The Olympics foster a spirit of global connectedness. And just as the athletes train to perform at maximum efficiency, making your home perform efficiently takes planning and careful execution to achieve the best results.
Technology has enhanced home efficiency, but it also seems to leave even less time for household chores than before. Dutch Company Brabantia promotes household organization with style and multifunctional items and storage. A coordinated system of this nature is both beneficial and essential in this high-tech, on-the-go society. With the right tools, any task can be completed quicker and with less effort.
In Australia, household efficiency based on technology was slow to evolve. During the 1980s, home appliances remained similar to their 1950s counterparts. The focus remained on traditional functions, with appliances as a showpiece for success. But things started to change on the efficiency front.

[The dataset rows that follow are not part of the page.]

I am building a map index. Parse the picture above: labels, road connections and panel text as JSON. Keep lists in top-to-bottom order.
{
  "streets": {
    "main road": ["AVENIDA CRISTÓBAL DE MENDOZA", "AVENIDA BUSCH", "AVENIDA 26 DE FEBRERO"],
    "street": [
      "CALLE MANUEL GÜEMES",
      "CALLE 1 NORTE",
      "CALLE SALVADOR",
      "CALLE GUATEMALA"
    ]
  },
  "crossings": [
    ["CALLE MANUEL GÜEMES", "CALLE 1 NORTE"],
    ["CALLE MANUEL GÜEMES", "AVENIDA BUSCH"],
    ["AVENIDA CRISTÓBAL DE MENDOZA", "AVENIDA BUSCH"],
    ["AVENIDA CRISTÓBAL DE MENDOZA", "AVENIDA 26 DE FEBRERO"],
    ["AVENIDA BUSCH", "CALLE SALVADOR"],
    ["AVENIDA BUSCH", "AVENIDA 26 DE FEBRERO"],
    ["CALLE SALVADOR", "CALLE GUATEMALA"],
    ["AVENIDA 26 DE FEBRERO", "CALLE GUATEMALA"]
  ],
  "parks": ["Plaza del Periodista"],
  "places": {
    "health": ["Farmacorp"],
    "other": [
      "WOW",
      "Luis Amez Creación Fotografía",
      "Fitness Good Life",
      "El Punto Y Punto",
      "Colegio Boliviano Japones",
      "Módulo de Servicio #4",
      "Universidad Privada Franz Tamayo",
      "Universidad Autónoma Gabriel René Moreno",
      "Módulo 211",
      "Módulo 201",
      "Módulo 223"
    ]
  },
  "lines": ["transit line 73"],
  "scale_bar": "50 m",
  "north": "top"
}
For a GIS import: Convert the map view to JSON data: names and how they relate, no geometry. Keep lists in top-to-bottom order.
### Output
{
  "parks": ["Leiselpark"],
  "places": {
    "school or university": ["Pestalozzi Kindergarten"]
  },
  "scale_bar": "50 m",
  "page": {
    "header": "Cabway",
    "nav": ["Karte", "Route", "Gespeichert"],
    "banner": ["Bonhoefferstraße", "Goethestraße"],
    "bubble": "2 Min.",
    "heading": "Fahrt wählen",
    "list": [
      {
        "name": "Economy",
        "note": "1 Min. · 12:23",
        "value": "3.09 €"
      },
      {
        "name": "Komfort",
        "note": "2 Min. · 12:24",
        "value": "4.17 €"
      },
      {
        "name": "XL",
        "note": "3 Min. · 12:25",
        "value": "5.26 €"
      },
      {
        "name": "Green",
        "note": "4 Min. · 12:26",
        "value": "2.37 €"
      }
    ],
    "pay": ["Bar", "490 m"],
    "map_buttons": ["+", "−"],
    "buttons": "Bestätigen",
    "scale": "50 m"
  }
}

Appliances were responsible for increased emissions so, “The government introduced a product labeling program, whereby the energy efficiency of an appliance was clearly displayed. This encouraged consumers to buy the most environmentally friendly option available.”
American home efficiency is a hot topic. How can a busy family balance two incomes, a busy schedule and the demands of a home’s upkeep? The answer lies in efficiency over a need for perfection, as was common in decades past. Delegation, minimization and self-sufficiency are the cornerstones of modern households. Karen Caitlin writes, “What I’ve seen in myself and my friends is that we’ve mastered the ability to shrink our household duties down to the bare minimum.” This is not something to be ashamed of, but an evolution of time and technology. Time is a precious commodity, so it should be maximized and enjoyed, not wasted.
With mounting time constraints, an expanding population and environmental concerns, efficient energy use has become a global concern. The islands of Japan are some of the densest populated areas in the world, but according to recent research, Japan is ranked as the No. 1 energy-efficient country in the world. According to an article from Forbes.com, this is because in order to maintain economic growth and stability, “the Japanese have turned to energy efficiency to keep down the fuel bills, and also to control its carbon dioxide emissions.” Other countries are following Japan’s example. Energy concerns are growing, so efficiency is becoming a necessity around the world.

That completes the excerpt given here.